There’s more. At the end of August, before any of this went down, the DOL issued some FFCRA guidance on remote learning. The guidance says that if the employee’s child’s school offers both in-person and remote options, and the employee-parent chooses remote, then FFCRA leave is not available to that employee to care for the remote learner. That is because the employee has an option to send the child to school and come to work. Choose remote, no FFCRA soup for you!

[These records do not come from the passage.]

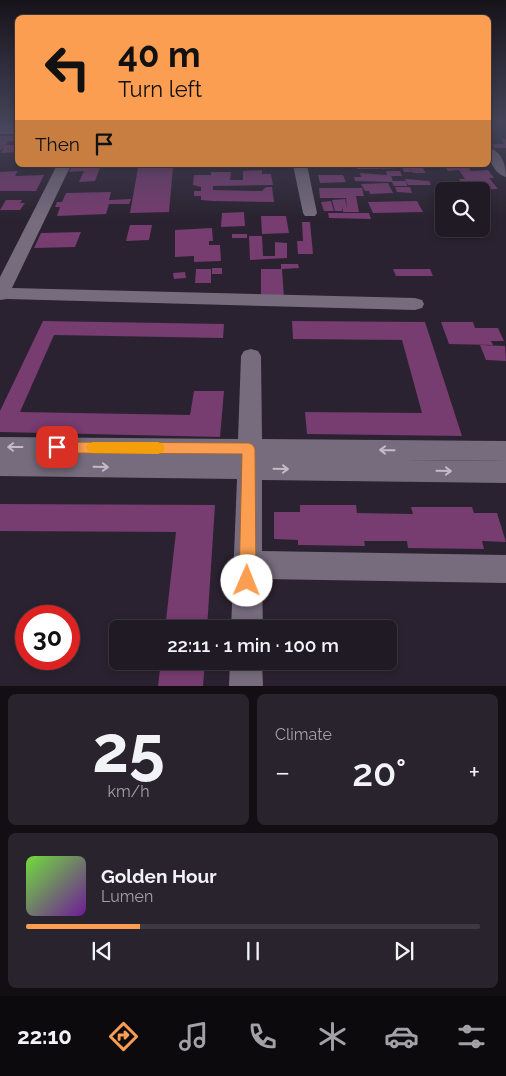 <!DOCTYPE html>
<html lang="en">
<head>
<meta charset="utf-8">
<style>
  body { margin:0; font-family:Raleway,sans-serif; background:#28232c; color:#f1f3f6; height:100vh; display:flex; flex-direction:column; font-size:19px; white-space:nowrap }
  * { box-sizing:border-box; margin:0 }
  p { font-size:16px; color:#a2a1a6 }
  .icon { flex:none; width:28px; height:28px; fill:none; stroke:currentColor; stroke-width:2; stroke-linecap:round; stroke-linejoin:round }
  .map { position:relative; height:686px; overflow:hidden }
  .drawer { display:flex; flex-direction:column; gap:8px; padding:8px; background:#120e14; flex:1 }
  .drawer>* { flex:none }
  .banner { position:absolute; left:15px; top:15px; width:476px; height:152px; border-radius:8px; box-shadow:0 2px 8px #0003,0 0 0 1px #3d3841; background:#fb9e51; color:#111; overflow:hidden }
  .buttons { position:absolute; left:435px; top:182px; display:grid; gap:10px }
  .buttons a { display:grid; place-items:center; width:55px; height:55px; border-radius:8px; background:#201a24; box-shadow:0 2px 8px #0003,0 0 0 1px #3d3841; font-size:25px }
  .speed { position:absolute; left:15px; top:605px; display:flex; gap:10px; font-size:25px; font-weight:700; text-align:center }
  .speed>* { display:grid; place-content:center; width:65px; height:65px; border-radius:50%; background:#201a24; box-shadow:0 2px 8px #0003,0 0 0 1px #3d3841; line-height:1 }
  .speed .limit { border:8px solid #d22; background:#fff; color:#111 }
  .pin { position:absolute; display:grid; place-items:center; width:42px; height:42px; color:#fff; margin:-21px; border-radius:10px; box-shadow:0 2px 8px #0006 }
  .me { position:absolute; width:55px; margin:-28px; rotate:1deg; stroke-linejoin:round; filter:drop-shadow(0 0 4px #0008) }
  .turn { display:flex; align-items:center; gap:18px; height:105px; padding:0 20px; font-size:22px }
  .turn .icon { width:65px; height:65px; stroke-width:2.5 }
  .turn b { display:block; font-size:35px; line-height:42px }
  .then { display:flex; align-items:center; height:48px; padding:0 20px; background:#0003; gap:10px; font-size:19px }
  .big { font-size:38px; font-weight:600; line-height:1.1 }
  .drawer .tile { flex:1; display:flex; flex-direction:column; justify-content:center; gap:8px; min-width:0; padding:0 18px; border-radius:8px; background:#28232c }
  .drawer .dial { align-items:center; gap:0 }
  .dial b { font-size:65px; line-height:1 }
  .song { display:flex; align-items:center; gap:15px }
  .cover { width:60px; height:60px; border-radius:8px; background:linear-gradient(135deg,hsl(100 70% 55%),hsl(280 70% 35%)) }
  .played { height:5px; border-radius:2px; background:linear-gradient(90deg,#fb9e51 25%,#3d3841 25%) }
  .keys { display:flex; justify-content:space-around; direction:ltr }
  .heat { display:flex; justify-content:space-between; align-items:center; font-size:28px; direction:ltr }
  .drawer .tiles { flex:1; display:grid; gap:8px; grid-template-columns:1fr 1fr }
  .tile:last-child { grid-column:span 2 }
  .trip { position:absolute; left:109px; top:620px; width:288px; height:50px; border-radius:8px; background:#201a24; box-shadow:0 2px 8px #0003,0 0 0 1px #3d3841; font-weight:600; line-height:50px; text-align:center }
  .dock { display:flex; height:80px; justify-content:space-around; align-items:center; background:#0d0a0e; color:#a2a1a6 }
  .dock .icon { width:35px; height:35px }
  .dock .current { color:#fb9e51 }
  .dock b { font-size:22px; color:#f1f3f6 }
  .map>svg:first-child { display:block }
  .building { fill:#773c70 }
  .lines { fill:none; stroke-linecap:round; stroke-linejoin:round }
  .street { fill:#766c7d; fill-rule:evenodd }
  .secondary { fill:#7b7291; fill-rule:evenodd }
  .oneway { stroke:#c2bcc7 }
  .route { fill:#fb9e51; stroke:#a36735 }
  .slow { fill:#f59e0b }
</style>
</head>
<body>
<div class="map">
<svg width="506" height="686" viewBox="0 0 506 686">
  <rect width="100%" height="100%" fill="#2a2230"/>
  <!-- building -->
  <g class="building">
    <polygon points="0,136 18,136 18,143 14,143 16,141 9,141 0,151"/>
    <polygon points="501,139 506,139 506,148 495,148 491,144 504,144"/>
    <polygon points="5,145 18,145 18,152 1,153"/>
    <polygon points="72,165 101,165 95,181 79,182 84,171 69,172"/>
    <polygon points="356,165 373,165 381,169 357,169"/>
    <polygon points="380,165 396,165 398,168 381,169"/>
    <polygon points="401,165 421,165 426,173 413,173 410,168 412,172 404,172"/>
    <polygon points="444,165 467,165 471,171 488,170 494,178 489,178 498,189 466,190 459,179 465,179 459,170 448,171"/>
    <polygon points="173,167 169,212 130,213 138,168"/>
    <polygon points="262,170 262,174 271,174 273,185 213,186 213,190 262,191 266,187 272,187 274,202 213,201 201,200 201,196 194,196 194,191 201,191 201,187 193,185 194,175 211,175 211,172 231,172 230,180 243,180 243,171"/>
    <polygon points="18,171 15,176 44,175 36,191 0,191 0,172"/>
    <polygon points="386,171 400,171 402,176 391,176 393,181 406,181 407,186 394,186 392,182 355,181 354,177 361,177 360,173 387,175"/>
    <polygon points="318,175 343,175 346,182 320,183"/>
    <polygon points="405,179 429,181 431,185 408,185"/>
    <polygon points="388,183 393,193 370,194 369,191 365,191 361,184"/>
    <polygon points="395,187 410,187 412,193 397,192"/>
    <polygon points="319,188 362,188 364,196 356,196 359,212 343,212 342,206 342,211 335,211 332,200 345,199 347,209 346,198 320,198"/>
    <polygon points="111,192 109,200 131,199 129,204 109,204 106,214 57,216 60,207 55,207 57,202 62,202 66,193"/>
    <polygon points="6,200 22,200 20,203 25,203 20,210 0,210"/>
    <polygon points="331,201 334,211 324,211 321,202"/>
    <polygon points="417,201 423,212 373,213 368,202"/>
    <polygon points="244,212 245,226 221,227 222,213"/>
    <polygon points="328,213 369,213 371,219 329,218"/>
    <polygon points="261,216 286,216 289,233 262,234"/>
    <polygon points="302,222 310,222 313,254 298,254 297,241 303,241"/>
    <polygon points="130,225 152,225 149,240 126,241"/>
    <polygon points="212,228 213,241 209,241 209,245 220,245 221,261 194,262 194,256 175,257 175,230"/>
    <polygon points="81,232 75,247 34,248 41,233"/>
    <rect x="232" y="234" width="15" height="4"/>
    <polygon points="249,236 262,236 263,256 275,256 275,242 287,243 287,258 250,260"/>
    <polygon points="281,264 298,264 299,268 282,269 284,298 261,298 261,269 281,269"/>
    <rect x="212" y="268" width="10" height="6"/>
    <polygon points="196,269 211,269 211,283 195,283"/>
    <polygon points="393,269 430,269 433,276 396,276"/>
    <polygon points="185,272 186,278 174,279 173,273"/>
    <polygon points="43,321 224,324 223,338 54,335 20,412 190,415 194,391 224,391 220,437 0,432 0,411"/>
    <polygon points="292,321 425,322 462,436 307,434 305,412 422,413 402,340 293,339"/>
    <polygon points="441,322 473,322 475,328 498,328 504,341 491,341 493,345 449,344"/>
    <polygon points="480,345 505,346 506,361 486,360"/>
    <polygon points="0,504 215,505 207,629 165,629 176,532 0,531"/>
    <polygon points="300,505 356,505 357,513 413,514 411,507 472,507 474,513 497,513 506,542 482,541 484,549 408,548 407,541 364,541 365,546 298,545 298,540 274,539 274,512 300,512"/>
    <polygon points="161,661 205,661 203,686 158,686"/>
  </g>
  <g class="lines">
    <!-- street -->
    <g class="street">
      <path d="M489,148C502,151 506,166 506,177C494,174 488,159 489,148Z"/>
      <polygon points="57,165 71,165 12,288 415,298 422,300 424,304 422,308 415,310 7,299 0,300 0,277"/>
      <polygon points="293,165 307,165 317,213 315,216 305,216 303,213"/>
      <polygon points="251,349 258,351 261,356 262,439 506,441 506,461 308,459 506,461 506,483 262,480 262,551 506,555 506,583 262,579 263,629 231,629 237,479 0,476 0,437 238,439 241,356 244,351"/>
      <polygon points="230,661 262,661 263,686 229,686"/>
    </g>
    <!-- secondary -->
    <rect class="secondary" x="0" y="124" width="18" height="10"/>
  </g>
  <!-- one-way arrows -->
  <defs><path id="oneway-shaft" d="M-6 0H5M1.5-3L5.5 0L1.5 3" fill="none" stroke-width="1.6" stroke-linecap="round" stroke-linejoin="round" transform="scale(1.25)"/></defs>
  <g class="oneway">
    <use href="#oneway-shaft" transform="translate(15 447) rotate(-180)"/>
    <use href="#oneway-shaft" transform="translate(387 450) rotate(-179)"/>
    <use href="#oneway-shaft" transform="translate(101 467) rotate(1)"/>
    <use href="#oneway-shaft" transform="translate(281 469) rotate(1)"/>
    <use href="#oneway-shaft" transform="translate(444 471) rotate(1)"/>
  </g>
  <!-- sky -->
  <linearGradient id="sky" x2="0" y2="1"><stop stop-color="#17131a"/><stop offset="0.56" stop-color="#444459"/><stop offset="1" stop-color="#444459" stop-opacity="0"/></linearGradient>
  <rect width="506" height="219" fill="url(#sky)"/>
  <!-- route -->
  <polygon class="route" points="57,442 249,443 253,445 255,449 256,581 253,587 247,589 241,587 239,581 242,454 57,453 53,451 51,447 53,443"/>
  <!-- slow -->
  <polygon class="slow" points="93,442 158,442 163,444 165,448 163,452 158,454 93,453 88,451 86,447 88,444"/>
</svg>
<div class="buttons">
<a><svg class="icon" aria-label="search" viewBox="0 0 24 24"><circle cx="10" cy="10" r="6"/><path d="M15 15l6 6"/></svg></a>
</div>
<div class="speed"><div class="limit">30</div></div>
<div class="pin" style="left:57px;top:447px;background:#d93025"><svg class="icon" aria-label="arrive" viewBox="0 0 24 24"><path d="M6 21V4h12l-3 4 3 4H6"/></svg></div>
<svg class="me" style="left:247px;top:581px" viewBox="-20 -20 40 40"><circle r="19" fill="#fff"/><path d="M0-13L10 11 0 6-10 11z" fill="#fb9e51"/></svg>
<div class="trip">22:11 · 1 min · 100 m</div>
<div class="banner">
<div class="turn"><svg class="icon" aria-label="left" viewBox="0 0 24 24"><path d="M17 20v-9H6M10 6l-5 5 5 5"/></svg><div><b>40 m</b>Turn left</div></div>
<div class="then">Then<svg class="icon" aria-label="arrive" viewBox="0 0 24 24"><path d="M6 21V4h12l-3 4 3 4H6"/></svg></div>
</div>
</div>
<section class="drawer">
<div class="tiles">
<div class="tile dial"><b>25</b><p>km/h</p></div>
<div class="tile"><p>Climate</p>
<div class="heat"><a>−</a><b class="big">20°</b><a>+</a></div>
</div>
<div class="tile">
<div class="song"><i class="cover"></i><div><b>Golden Hour</b><p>Lumen</p></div></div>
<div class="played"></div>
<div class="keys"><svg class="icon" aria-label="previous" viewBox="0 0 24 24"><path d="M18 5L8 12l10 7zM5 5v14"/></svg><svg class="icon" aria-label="pause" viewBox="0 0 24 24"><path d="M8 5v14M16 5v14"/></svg><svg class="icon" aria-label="next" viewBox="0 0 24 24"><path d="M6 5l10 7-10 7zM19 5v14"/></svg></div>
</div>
</div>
</section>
<nav class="dock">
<b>22:10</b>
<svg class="icon current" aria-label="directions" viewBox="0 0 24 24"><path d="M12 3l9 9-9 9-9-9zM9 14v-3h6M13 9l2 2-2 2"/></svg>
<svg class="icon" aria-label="music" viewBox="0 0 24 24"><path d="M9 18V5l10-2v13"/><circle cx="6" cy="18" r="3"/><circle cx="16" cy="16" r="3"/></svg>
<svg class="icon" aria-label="phone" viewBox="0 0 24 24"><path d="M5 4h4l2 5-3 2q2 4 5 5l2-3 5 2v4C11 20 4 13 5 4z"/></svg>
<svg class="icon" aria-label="climate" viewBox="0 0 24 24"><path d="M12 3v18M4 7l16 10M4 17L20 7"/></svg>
<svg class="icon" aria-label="car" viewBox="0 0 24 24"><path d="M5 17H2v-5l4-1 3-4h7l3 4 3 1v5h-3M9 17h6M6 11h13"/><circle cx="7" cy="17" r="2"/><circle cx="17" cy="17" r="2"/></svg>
<svg class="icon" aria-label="filters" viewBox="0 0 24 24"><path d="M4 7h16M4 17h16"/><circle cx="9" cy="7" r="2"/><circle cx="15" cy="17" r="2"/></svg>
</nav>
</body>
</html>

One last curveball. Remember that the FFCRA went into effect on April 1. Many employee-parents used some or maybe all of the 12-weeks of leave during the early months of the pandemic. So if they’re out of FFCRA leave, can you require them to return to work or face termination? That’s an option, except in New Jersey. The Garden State very quietly added a provision to its Family Leave Act that grants employees 12 weeks of job-protected leave to care for a child whose school or daycare is closed. Although not explicit, this leave is likely available for employees home with children engaged in remote learning. Want to know if NJFLA leave is available intermittently? We’re bored with this topic too. Maybe another time.